Another HTML Syntax Rule

Nesting must be done properly.

Otherwise there is difficulty building the tree.

Syntax Rules

A web developer writes HTML to produce a nested list.

Which rule is broken?

Nested Lists Done Correctly

Two Sets of Syntax Rules!

In fact, HTML5 has two sets of syntax rules!

XML syntax uses a very strict set of rules.

HTML syntax allows you to break the rules…
in certain cases.

XML Syntax

In XML syntax, e.g.:
tags must be in lowercase;
each start tag must have an end tag or, for void elements, an extra slash;
attribute values must be quoted;
…and so on.

Ironically, it's easier to use the strict XML syntax than the HTML syntax!

Breaking the Rules

What does your browser do if your web page is not well-formed?

Browsers (almost) never give error messages.
They do their best to build the tree and display the page.

HTML Validation

If browsers don't give error messages,
how do you know if your page is well-formed or not?
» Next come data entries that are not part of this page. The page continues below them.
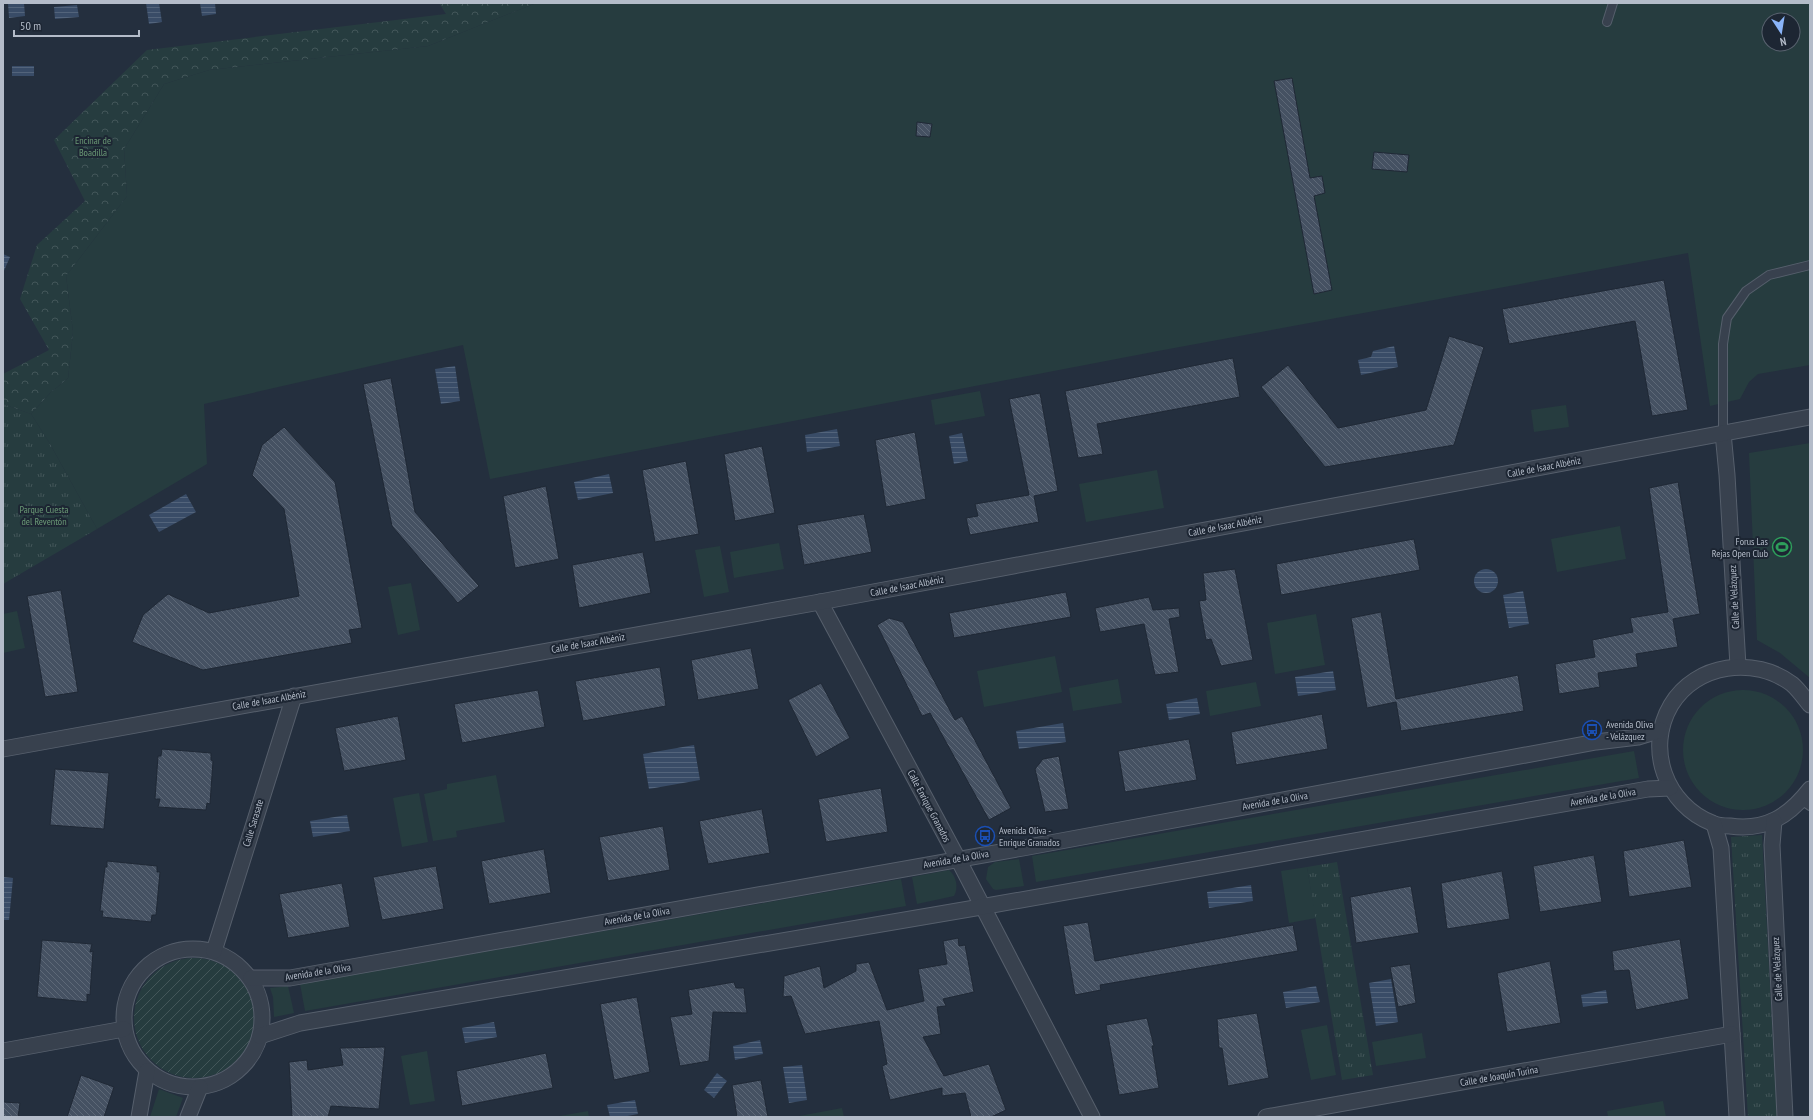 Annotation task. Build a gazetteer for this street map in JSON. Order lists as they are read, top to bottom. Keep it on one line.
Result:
{"streets":{"street":["Calle de Isaac Albéniz","Calle de Velázquez","Avenida de la Oliva","Calle Enrique Granados","Calle Sarasate","Calle de Joaquín Turina"]},"crossings":[["Calle de Isaac Albéniz","Calle de Velázquez"],["Calle de Isaac Albéniz","Calle Enrique Granados"],["Calle de Isaac Albéniz","Calle Sarasate"],["Avenida de la Oliva","Calle Enrique Granados"],["Avenida de la Oliva","Calle Sarasate"]],"parks":["Encinar de Boadilla","Parque Cuesta del Reventón"],"places":{"sports":["Forus Las Rejas Open Club"],"bus stop":["Avenida Oliva - Velázquez","Avenida Oliva - Enrique Granados"]},"scale_bar":"50 m","north":"bottom"} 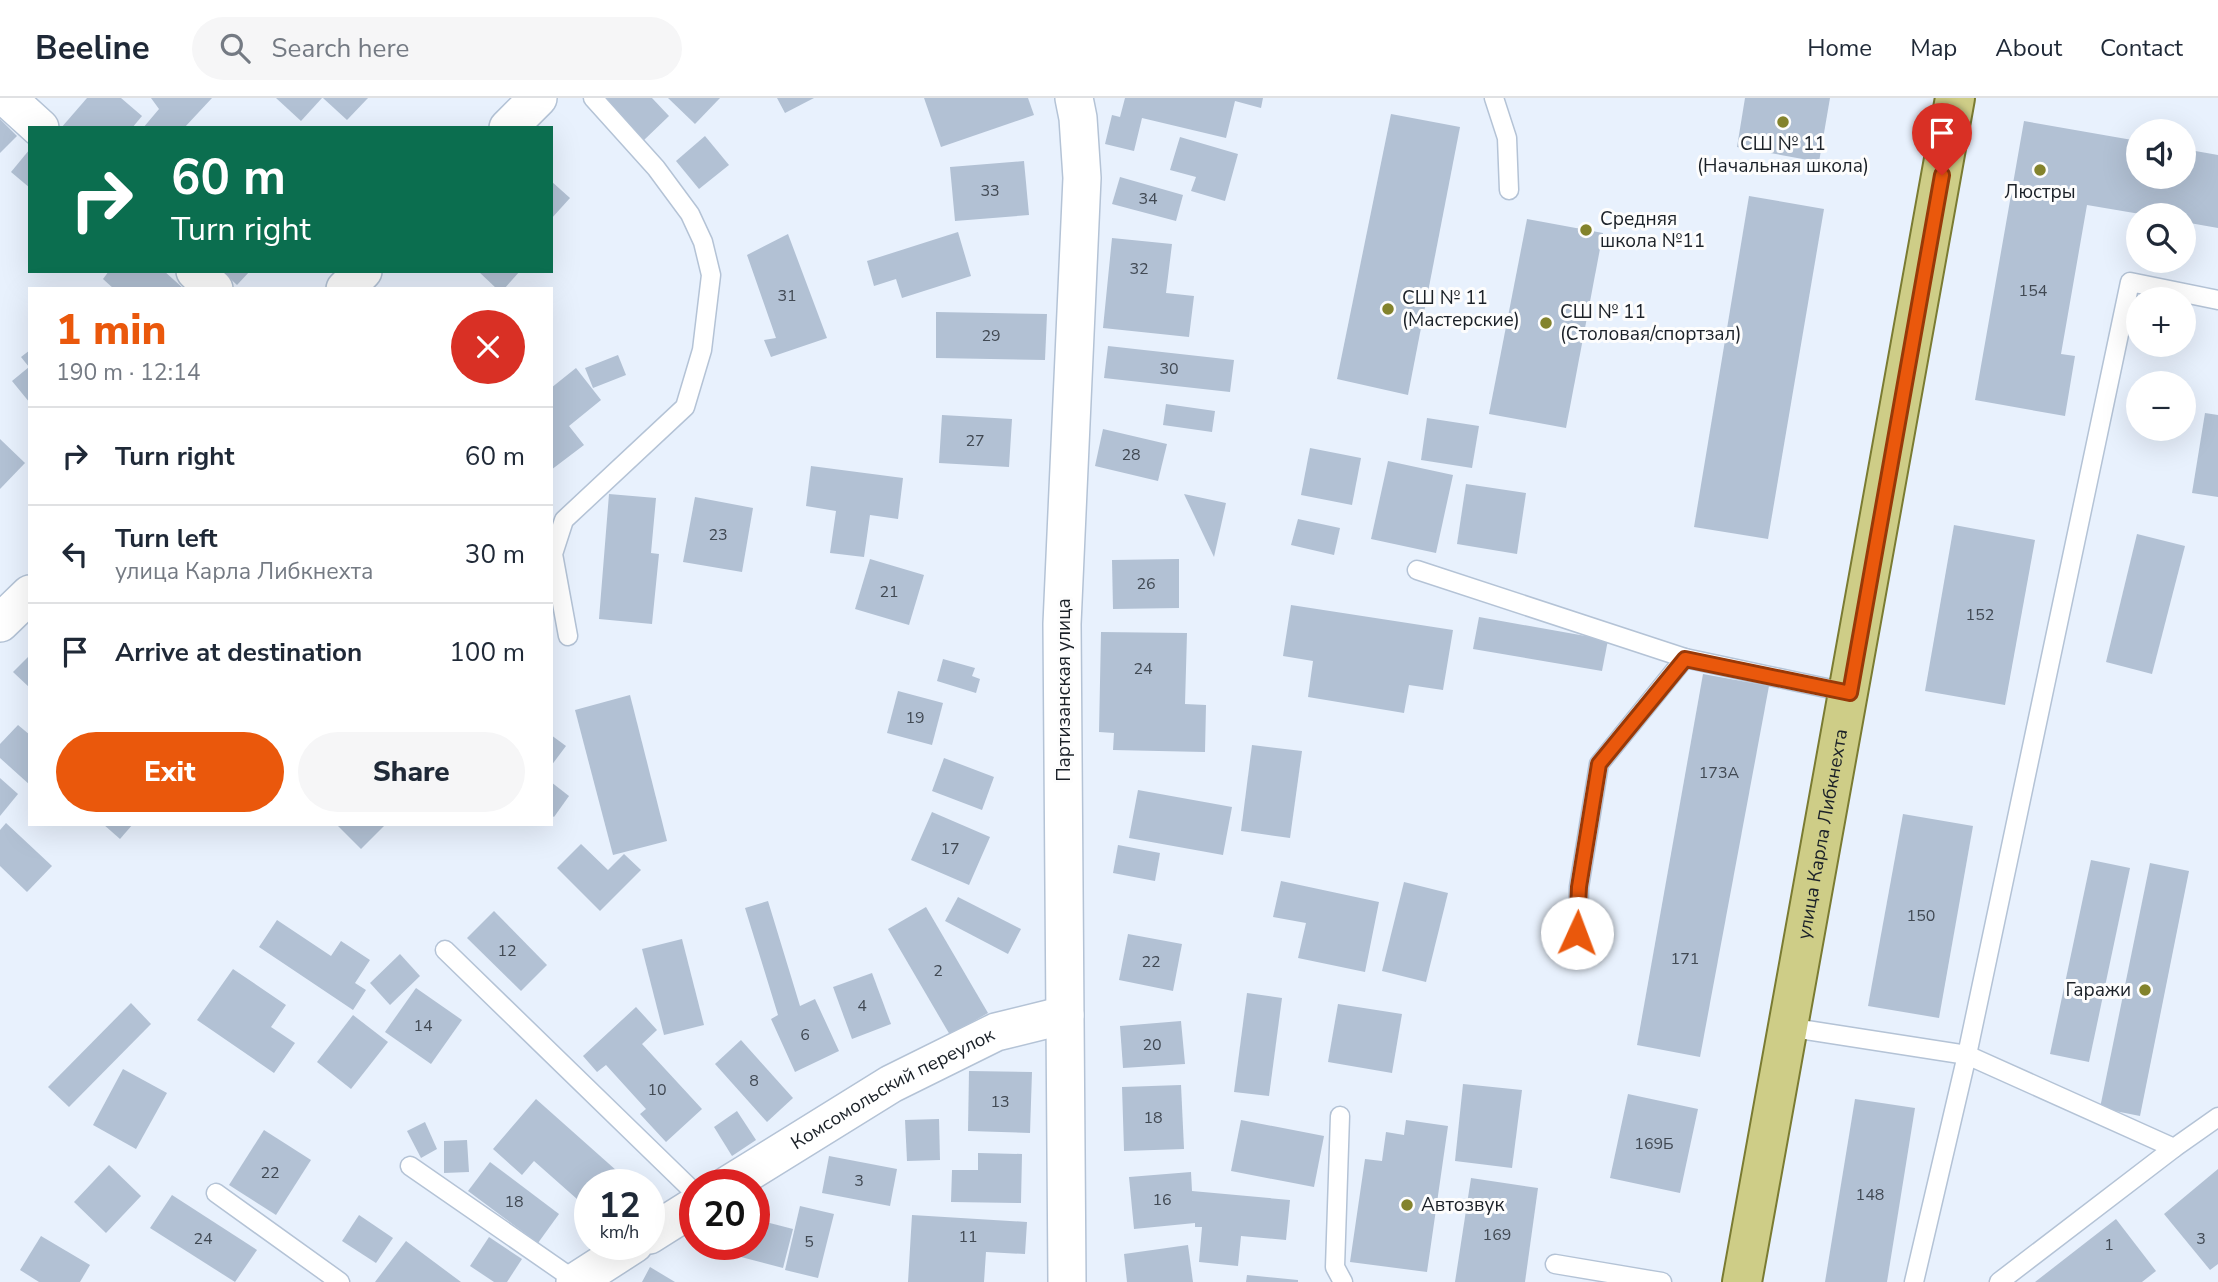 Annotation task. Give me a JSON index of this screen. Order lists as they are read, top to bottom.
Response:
{
  "streets": {
    "main road": ["улица Карла Либкнехта"],
    "street": ["Партизанская улица", "Комсомольский переулок"]
  },
  "crossings": [
    ["Партизанская улица", "Комсомольский переулок"]
  ],
  "places": [
    "СШ № 11 (Начальная школа)",
    "Люстры",
    "Средняя школа №11",
    "СШ № 11 (Мастерские)",
    "СШ № 11 (Столовая/спортзал)",
    "Гаражи",
    "Автозвук"
  ],
  "house_numbers": [
    "33",
    "34",
    "32",
    "154",
    "31",
    "29",
    "30",
    "27",
    "28",
    "23",
    "26",
    "21",
    "152",
    "24",
    "19",
    "173А",
    "17",
    "150",
    "12",
    "171",
    "22",
    "2",
    "4",
    "14",
    "6",
    "20",
    "8",
    "10",
    "13",
    "18",
    "169Б",
    "22",
    "3",
    "148",
    "16",
    "18",
    "169",
    "11",
    "24",
    "3",
    "5",
    "1"
  ],
  "page": {
    "header": "Beeline",
    "search": "Search here",
    "nav": [
      "Home",
      "Map",
      "About",
      "Contact"
    ],
    "map_buttons": ["+", "−"],
    "turn": ["60 m", "Turn right"],
    "heading": ["1 min", "190 m · 12:14"],
    "list": [
      {
        "name": "Turn right",
        "value": "60 m"
      },
      {
        "name": "Turn left",
        "note": "улица Карла Либкнехта",
        "value": "30 m"
      },
      {
        "name": "Arrive at destination",
        "value": "100 m"
      }
    ],
    "buttons": ["Exit", "Share"],
    "speed": "12 km/h",
    "limit": "20"
  }
}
You can validate your page:
https://html5.validator.nu/
https://validator.w3.org/

Character Sets

  • A character set is a collection of characters.
  • E.g. the ASCII character set is 128 characters, mostly from the modern Latin alphabet.
  • E.g. the Unicode character set is currently nearly 150,000 characters.

Coded Character Sets

  • A coded character set assigns a unique number to each distinct character.
  • E.g. in Unicode (and ASCII) 'A' is 65 and 'a' is 97 (decimal).

Character Encodings

A character encoding refers to the way the numbers are converted to bytes for storage and transmission.

ASCII 7 bits for every character
UTF-32 4 bytes for every character
UTF-8 1 byte for ASCII characters and 2, 3 or 4 for others

Character Encoding of Web Pages

Browsers need to know which character encoding was used to create your web page.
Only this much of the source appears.